Show that a smooth map $f:\mathbb{R}^m\to \mathbb{R}^n$ for $m>n$ cannot be injective

Question

Some caveats: I am looking for a solution that uses smoothness. I know a way to prove it assuming only Borsuk Ulam with only continuity assumed. I was hoping for a more elementary solution that uses differentiability specifically.

Some things I have tried: I wanted to relate the problem to linear algebra somehow, maybe with some sort of partial converse to the inverse function theorem. In the examples I can think of where this would fail (say $f(x)=x^3$ with trivial linearization at $0$) there aren't many "bad" points. I am not sure how to pick the good ones however.

Next, I tried something using Sard's theorem to find some regular values, and an $m-n$ dimensional manifold, after which the conclusion would be immediate.

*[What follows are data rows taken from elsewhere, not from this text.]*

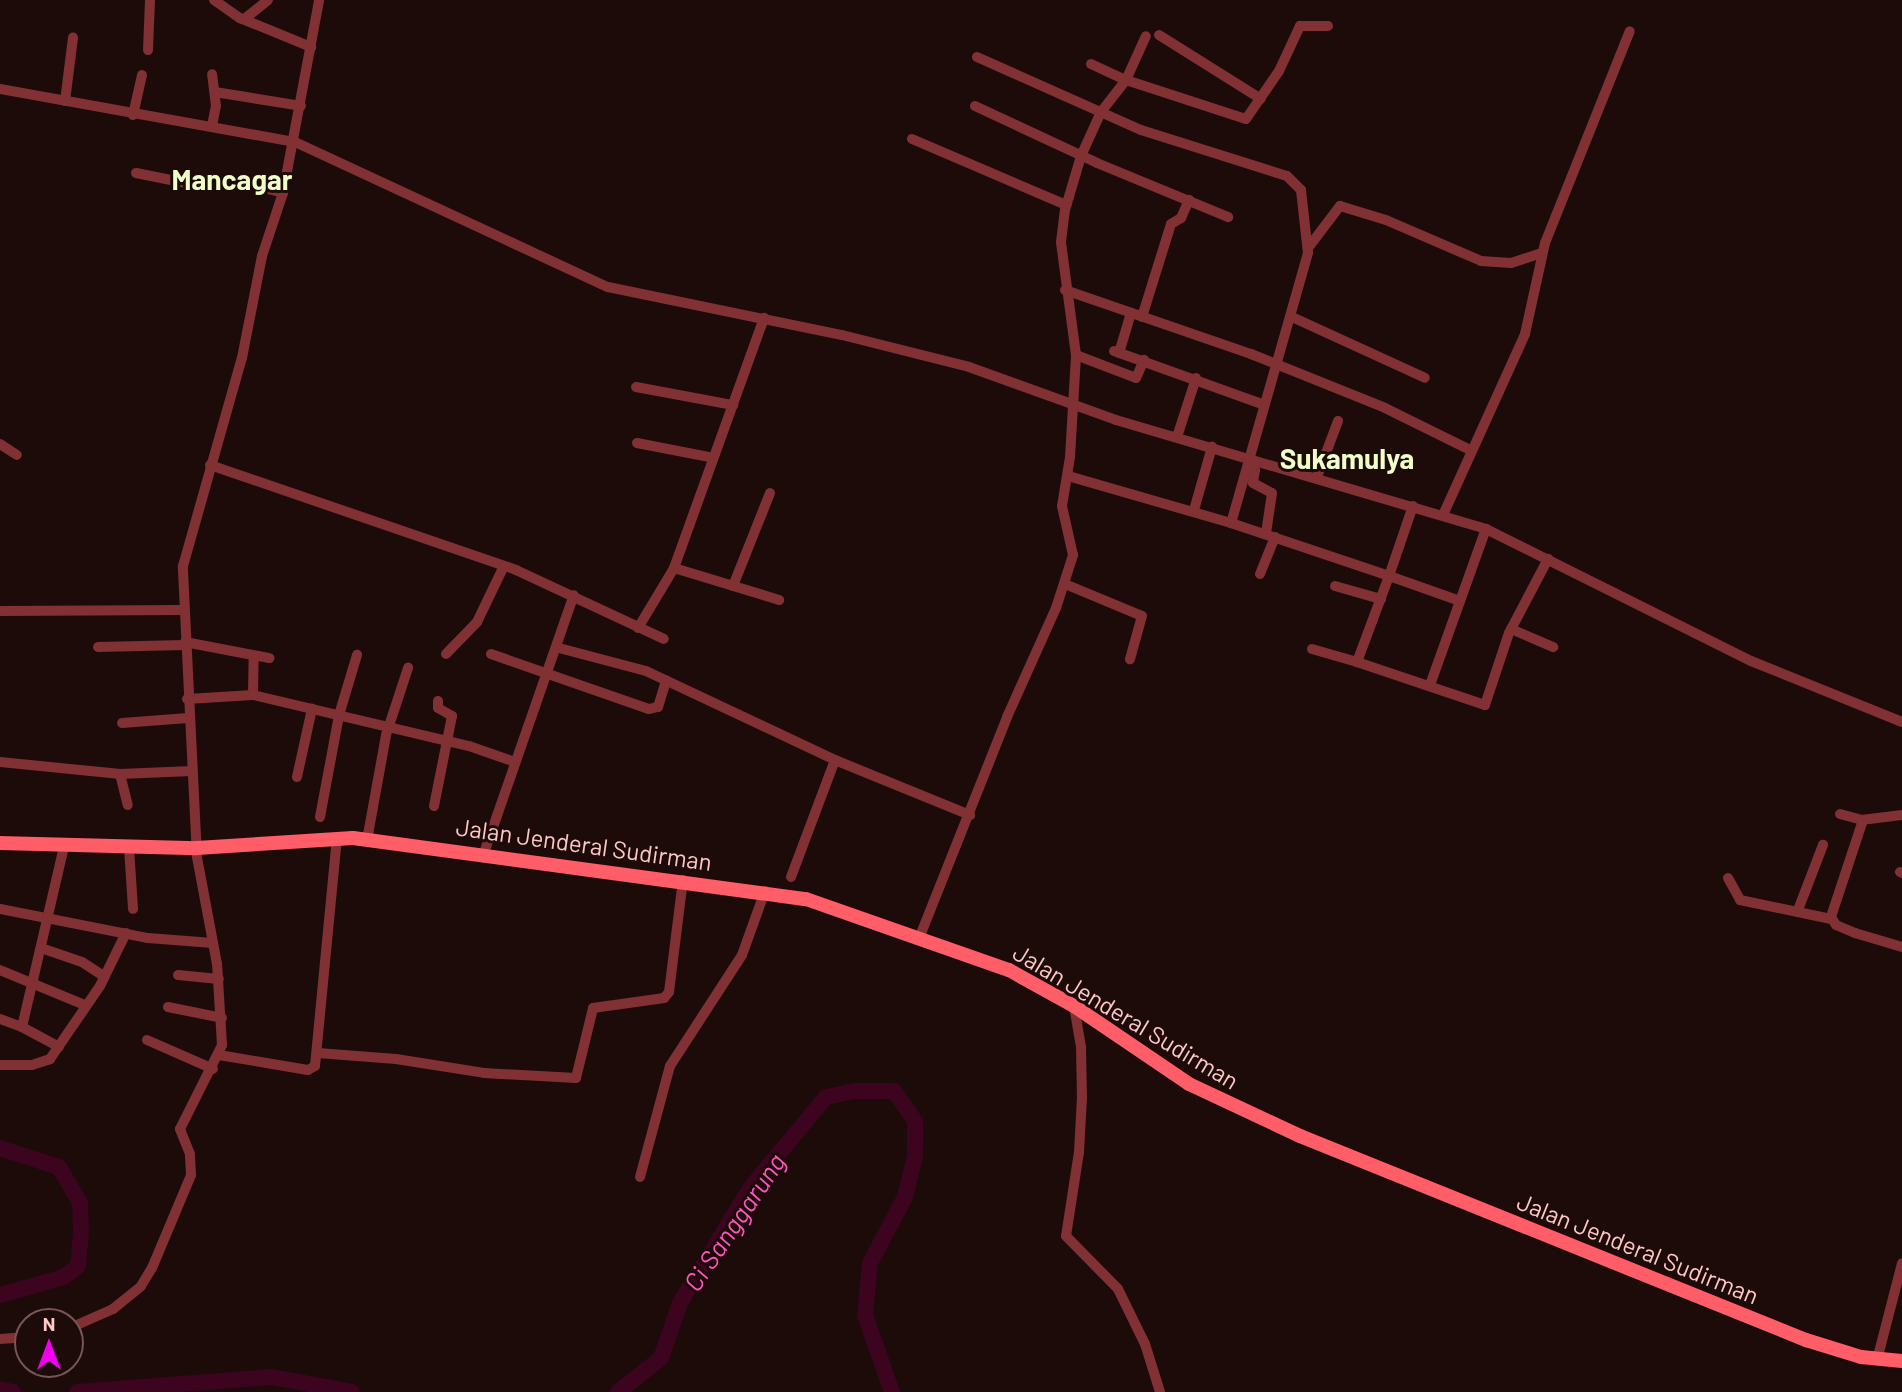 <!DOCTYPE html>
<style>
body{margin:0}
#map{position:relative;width:1902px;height:1392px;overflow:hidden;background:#1d0b0a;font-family:Barlow,sans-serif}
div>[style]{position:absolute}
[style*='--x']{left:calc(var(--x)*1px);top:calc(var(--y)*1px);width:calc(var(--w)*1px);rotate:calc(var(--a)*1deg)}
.river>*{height:16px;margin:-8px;padding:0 8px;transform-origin:8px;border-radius:8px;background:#3c041e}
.minor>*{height:10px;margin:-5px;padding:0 5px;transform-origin:5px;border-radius:5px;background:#813034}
.secondary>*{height:14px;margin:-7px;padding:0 7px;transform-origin:7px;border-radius:7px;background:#ff5d68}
span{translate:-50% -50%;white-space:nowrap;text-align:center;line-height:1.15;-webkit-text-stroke:6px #1d0b0a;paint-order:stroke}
.street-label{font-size:24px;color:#ffc7c6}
.water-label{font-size:26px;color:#ff54c0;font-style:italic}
.quarter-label{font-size:28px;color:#f0ffc8;font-weight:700}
.north{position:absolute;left:14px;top:1308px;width:70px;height:70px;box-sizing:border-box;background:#1d0b0a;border:2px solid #775655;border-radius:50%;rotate:0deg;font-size:19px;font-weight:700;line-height:28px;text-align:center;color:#ffc7c6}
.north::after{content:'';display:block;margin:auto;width:24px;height:32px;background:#f100ef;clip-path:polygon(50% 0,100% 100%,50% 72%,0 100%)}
</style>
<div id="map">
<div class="river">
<i style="--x:0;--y:1148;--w:62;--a:17.9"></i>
<i style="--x:59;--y:1167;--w:42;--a:59.7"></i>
<i style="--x:80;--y:1203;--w:29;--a:88"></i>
<i style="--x:81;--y:1232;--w:34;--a:95"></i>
<i style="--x:78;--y:1266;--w:18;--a:142"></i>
<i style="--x:64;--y:1277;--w:66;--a:164.3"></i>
<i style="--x:0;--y:1389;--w:13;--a:13"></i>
<i style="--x:77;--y:1392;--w:196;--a:-4.4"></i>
<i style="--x:272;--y:1377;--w:81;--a:10.6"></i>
<i style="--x:618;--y:1392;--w:55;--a:-38.3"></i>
<i style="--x:661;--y:1358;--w:58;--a:-70.9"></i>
<i style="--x:680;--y:1303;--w:136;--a:-58.5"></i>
<i style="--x:751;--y:1187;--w:117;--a:-50.2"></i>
<i style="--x:826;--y:1097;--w:29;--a:-12"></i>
<i style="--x:854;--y:1091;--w:40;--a:0"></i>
<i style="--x:894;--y:1091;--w:37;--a:55"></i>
<i style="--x:915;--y:1121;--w:35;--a:90"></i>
<i style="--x:915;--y:1156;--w:42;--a:103.7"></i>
<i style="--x:905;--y:1197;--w:75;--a:117.9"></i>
<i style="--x:870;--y:1263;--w:52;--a:95.5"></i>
<i style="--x:865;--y:1315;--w:82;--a:70.7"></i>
</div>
<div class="minor">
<i style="--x:214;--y:0;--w:32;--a:35"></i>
<i style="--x:240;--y:18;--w:77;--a:22.2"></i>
<i style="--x:247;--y:17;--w:27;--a:-39"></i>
<i style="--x:1159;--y:35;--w:120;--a:32.1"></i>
<i style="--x:148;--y:50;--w:50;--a:-87.7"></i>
<i style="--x:977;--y:57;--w:180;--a:24"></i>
<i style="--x:1141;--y:130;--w:153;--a:17.5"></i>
<i style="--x:1287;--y:176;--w:20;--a:45"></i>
<i style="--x:1301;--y:190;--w:63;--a:83.7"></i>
<i style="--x:1308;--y:253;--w:281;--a:105.9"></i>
<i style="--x:1231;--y:523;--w:170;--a:-163.9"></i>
<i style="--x:1091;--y:64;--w:38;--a:25"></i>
<i style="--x:1126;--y:80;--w:48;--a:-65.6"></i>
<i style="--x:0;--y:89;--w:300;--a:10.2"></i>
<i style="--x:295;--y:142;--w:345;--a:24.9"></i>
<i style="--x:608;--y:287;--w:239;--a:11.6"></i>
<i style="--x:842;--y:335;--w:131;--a:14.1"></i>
<i style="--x:969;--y:367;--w:156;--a:19.8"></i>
<i style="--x:1116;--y:420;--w:386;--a:16.4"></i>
<i style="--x:1486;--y:529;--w:296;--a:26.5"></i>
<i style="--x:1751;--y:661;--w:163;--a:22"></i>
<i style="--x:215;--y:92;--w:87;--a:9.2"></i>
<i style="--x:65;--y:101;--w:64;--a:-82.8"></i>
<i style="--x:975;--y:106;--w:135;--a:25"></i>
<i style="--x:1097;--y:163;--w:142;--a:22.4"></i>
<i style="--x:133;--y:115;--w:41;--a:-77.3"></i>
<i style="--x:212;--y:126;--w:20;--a:-79"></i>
<i style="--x:216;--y:106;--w:32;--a:-97"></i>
<i style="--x:912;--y:139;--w:168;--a:23.2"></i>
<i style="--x:136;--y:173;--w:56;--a:11.3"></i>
<i style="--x:191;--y:184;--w:57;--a:0"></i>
<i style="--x:248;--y:184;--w:36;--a:14"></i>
<i style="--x:1308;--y:248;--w:53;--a:-52.7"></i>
<i style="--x:1340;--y:206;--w:48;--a:16.9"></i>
<i style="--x:1386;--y:220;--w:103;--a:23.3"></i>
<i style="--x:1481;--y:261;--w:30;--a:4"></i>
<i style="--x:1511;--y:263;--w:33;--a:-18"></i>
<i style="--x:1065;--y:290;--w:197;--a:19"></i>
<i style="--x:1251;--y:354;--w:144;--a:21.9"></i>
<i style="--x:1385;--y:408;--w:95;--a:26.3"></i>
<i style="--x:1142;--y:317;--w:97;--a:-72.7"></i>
<i style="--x:1171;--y:224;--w:12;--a:-31"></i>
<i style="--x:1181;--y:218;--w:20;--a:-66"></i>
<i style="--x:1292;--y:317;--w:146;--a:24.6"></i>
<i style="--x:1114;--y:351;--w:160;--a:19.7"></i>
<i style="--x:1119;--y:353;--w:42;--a:-73.3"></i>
<i style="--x:1076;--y:355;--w:64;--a:21"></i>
<i style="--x:1136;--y:378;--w:20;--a:-66"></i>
<i style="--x:636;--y:387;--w:99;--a:10.5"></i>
<i style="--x:1177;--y:437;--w:62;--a:-72.1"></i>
<i style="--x:637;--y:443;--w:78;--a:11"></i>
<i style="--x:0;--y:444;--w:20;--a:33"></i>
<i style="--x:1248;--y:463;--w:10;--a:45"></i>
<i style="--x:1255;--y:470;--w:13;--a:99"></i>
<i style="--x:1253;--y:483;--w:21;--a:28"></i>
<i style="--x:1272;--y:493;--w:40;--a:98.5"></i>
<i style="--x:210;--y:465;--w:324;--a:18.9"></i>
<i style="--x:516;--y:570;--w:163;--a:25"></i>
<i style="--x:1317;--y:477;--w:60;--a:-69.4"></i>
<i style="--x:1194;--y:510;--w:66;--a:-74.1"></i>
<i style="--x:1443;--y:515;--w:199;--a:-65.6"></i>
<i style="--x:1525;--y:334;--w:93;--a:-77.6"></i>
<i style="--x:1545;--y:243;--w:228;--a:-68.2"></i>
<i style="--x:1231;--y:523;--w:167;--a:18.5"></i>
<i style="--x:1389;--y:576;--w:74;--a:-71.1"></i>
<i style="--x:674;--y:568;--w:110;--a:16.9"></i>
<i style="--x:1260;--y:574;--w:40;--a:-68"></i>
<i style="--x:1065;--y:584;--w:83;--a:22.6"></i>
<i style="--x:1142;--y:616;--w:45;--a:105.6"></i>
<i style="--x:733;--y:586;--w:100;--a:-68.3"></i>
<i style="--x:1335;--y:586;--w:48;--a:15.8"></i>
<i style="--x:1460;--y:601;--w:75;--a:-160.6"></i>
<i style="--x:1389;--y:576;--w:92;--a:110.4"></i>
<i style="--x:1357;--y:662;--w:135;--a:18.6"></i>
<i style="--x:1485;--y:705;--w:76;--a:-71.6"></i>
<i style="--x:1509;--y:633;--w:84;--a:-62.2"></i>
<i style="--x:0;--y:611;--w:184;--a:-0.3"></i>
<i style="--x:638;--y:628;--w:70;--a:-59"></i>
<i style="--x:674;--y:568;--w:266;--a:-70.2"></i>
<i style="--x:1511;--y:629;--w:46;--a:23.2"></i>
<i style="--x:185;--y:642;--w:86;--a:10.8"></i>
<i style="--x:98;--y:647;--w:87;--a:-1.3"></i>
<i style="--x:559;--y:648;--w:90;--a:14.8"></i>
<i style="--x:646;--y:671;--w:209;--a:25.2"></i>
<i style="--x:1312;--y:649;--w:47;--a:16.1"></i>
<i style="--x:446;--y:654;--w:45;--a:-45.9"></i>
<i style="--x:477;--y:622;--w:62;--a:-64.3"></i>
<i style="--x:491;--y:654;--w:167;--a:19.2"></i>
<i style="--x:649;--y:709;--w:9;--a:-13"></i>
<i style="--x:658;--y:707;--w:28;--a:-73"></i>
<i style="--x:1430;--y:685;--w:166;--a:-70.3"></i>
<i style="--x:253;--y:695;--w:39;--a:-89"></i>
<i style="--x:187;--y:699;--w:66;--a:-3.5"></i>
<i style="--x:253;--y:695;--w:222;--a:13.3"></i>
<i style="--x:469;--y:746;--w:49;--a:19.2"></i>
<i style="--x:122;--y:723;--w:66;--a:-4.3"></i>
<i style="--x:0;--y:762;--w:121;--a:5.7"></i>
<i style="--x:120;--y:774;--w:72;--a:-2.4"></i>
<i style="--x:120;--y:774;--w:32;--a:76"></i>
<i style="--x:297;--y:777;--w:70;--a:-77.6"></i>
<i style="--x:434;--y:806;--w:92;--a:-78.7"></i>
<i style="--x:452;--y:716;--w:16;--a:-150"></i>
<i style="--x:438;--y:708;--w:7;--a:-90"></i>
<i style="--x:1840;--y:814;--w:24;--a:15"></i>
<i style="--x:1902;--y:815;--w:39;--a:173"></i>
<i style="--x:1863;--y:820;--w:102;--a:108.3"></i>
<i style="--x:1831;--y:917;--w:9;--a:58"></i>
<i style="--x:1836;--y:925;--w:21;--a:23"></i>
<i style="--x:1855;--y:933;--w:49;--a:16.6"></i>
<i style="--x:320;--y:817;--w:104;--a:-79.4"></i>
<i style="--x:339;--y:715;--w:63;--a:-73.3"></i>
<i style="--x:367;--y:840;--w:107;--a:-79.7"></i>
<i style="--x:386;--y:735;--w:71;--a:-71.8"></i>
<i style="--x:129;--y:848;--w:61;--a:86.2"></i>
<i style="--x:484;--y:853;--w:273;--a:-70.8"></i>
<i style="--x:1900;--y:872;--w:2;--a:27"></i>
<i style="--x:791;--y:877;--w:125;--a:-69.4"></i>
<i style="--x:835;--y:760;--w:146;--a:22.2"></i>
<i style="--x:1728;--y:878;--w:25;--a:61"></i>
<i style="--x:1740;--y:900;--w:93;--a:11.8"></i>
<i style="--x:0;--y:909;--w:151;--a:11.1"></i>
<i style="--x:148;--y:938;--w:65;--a:4.4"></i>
<i style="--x:1798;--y:910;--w:70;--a:-69"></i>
<i style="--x:920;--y:936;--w:236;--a:-68.3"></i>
<i style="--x:1007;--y:717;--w:120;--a:-65.8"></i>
<i style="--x:1056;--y:608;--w:56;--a:-72.2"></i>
<i style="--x:1073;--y:555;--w:50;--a:-102.7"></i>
<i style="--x:1062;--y:506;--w:50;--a:-80.7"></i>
<i style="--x:1070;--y:457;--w:102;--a:-86.6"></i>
<i style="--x:1076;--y:355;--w:114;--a:-97.6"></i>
<i style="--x:1061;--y:242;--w:32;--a:-83"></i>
<i style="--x:1065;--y:210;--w:56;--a:-73.5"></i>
<i style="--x:1081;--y:156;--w:48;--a:-65.6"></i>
<i style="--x:1101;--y:112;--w:41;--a:-52"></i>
<i style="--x:1126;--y:80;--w:126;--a:18"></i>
<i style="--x:1246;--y:119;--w:58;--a:-55.5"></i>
<i style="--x:1279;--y:71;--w:50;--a:-65"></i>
<i style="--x:1300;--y:26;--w:28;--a:0"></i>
<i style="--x:44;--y:949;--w:40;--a:18.9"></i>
<i style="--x:82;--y:962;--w:27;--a:33"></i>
<i style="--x:0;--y:970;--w:92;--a:22.4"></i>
<i style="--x:178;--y:975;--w:41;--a:5.6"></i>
<i style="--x:1074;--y:1006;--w:42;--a:80.3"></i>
<i style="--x:1081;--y:1047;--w:50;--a:88.9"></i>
<i style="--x:1082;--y:1097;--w:55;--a:93.1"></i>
<i style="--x:1079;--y:1152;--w:85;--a:98.8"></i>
<i style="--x:1066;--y:1236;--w:74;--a:45.5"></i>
<i style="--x:1118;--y:1289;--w:61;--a:63.9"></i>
<i style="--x:1145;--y:1344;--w:50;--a:72.6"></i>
<i style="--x:168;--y:1007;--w:55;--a:11.5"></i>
<i style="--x:0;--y:1019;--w:23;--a:20"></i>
<i style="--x:22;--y:1027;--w:185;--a:-76.9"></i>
<i style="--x:22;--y:1027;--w:42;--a:28.4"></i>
<i style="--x:147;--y:1040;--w:72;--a:23.7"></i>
<i style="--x:318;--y:1053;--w:78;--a:4.4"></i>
<i style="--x:396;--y:1059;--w:89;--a:9"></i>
<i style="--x:484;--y:1073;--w:92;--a:3.1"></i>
<i style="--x:576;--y:1078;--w:72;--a:-76.3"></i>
<i style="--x:593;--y:1008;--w:72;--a:-8"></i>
<i style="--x:664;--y:998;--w:8;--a:-50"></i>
<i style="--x:669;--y:992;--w:113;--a:-82.9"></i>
<i style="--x:219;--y:1055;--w:90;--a:9.6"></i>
<i style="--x:308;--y:1070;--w:8;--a:-30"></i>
<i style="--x:315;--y:1066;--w:229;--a:-84.5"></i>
<i style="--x:0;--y:1065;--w:32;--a:0"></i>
<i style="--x:32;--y:1065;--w:19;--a:-18"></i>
<i style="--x:50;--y:1059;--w:88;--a:-55.6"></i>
<i style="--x:100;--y:986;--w:59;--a:-63.9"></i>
<i style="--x:640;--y:1177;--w:115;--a:-74.9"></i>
<i style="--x:670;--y:1066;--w:132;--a:-57"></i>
<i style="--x:742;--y:955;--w:68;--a:-70.2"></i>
<i style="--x:70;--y:1328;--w:47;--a:-23.8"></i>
<i style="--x:113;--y:1309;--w:36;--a:-39"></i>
<i style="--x:141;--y:1286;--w:21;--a:-59"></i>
<i style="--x:152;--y:1268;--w:101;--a:-67.2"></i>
<i style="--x:191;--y:1175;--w:21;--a:-93"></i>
<i style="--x:190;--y:1154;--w:27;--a:-112"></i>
<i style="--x:180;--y:1129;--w:94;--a:-63.4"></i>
<i style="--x:222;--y:1045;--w:81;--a:-93.5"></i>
<i style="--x:217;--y:964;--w:109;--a:-100.6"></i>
<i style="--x:197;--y:857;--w:291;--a:-92.8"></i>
<i style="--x:183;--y:566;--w:216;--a:-74.2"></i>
<i style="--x:242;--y:358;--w:104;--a:-78.9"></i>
<i style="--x:262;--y:256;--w:66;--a:-71.6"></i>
<i style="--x:283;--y:193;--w:196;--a:-79.4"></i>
<i style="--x:0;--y:1339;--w:28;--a:-4"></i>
<i style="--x:1877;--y:1360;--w:100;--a:-75.5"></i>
</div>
<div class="secondary">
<i style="--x:0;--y:843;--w:197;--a:1.5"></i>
<i style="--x:197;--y:848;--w:156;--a:-3.7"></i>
<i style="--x:353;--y:838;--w:457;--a:7.7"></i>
<i style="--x:806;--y:899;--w:215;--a:19.3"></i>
<i style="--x:1009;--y:970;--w:74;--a:29"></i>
<i style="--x:1074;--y:1006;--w:139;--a:34.1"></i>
<i style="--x:1189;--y:1084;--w:123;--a:25.1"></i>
<i style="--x:1300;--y:1136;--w:546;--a:21.96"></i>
<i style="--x:1806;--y:1340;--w:58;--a:17.2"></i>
<i style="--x:1861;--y:1357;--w:41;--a:5.6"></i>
</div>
<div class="street-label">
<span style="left:584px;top:844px;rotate:8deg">Jalan Jenderal Sudirman</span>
<span style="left:1126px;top:1016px;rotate:31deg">Jalan Jenderal Sudirman</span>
<span style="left:1638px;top:1248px;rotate:22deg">Jalan Jenderal Sudirman</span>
</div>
<div class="water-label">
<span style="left:734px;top:1222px;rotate:-56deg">Ci Sanggarung</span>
</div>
<div class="quarter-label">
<span style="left:232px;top:179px">Mancagar</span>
<span style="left:1347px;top:458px">Sukamulya</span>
</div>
<div class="north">N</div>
</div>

However, there is no reason to believe that these regular points should be in the image of $f$, i.e. a map $$ f:\mathbb{R}^3\to \mathbb{R}^2 $$ taking everything to the real axis.

Any thoughts and help would be appreciated.

Answer 1

This file gives a short proof of "smooth invariance of domain" (really it is "$C^1$ invariance of domain").

Your result follows immediately. For suppose $f$ were injective, and compose it with $\phi$, the canonical smooth immersion of $\mathbb{R}^n$ into $\mathbb{R}^m$.

Then $\phi\circ f$ is a smooth injection from $\mathbb{R}^m$ into itself. Smooth invariance of domain implies the image must be open, but this is impossible.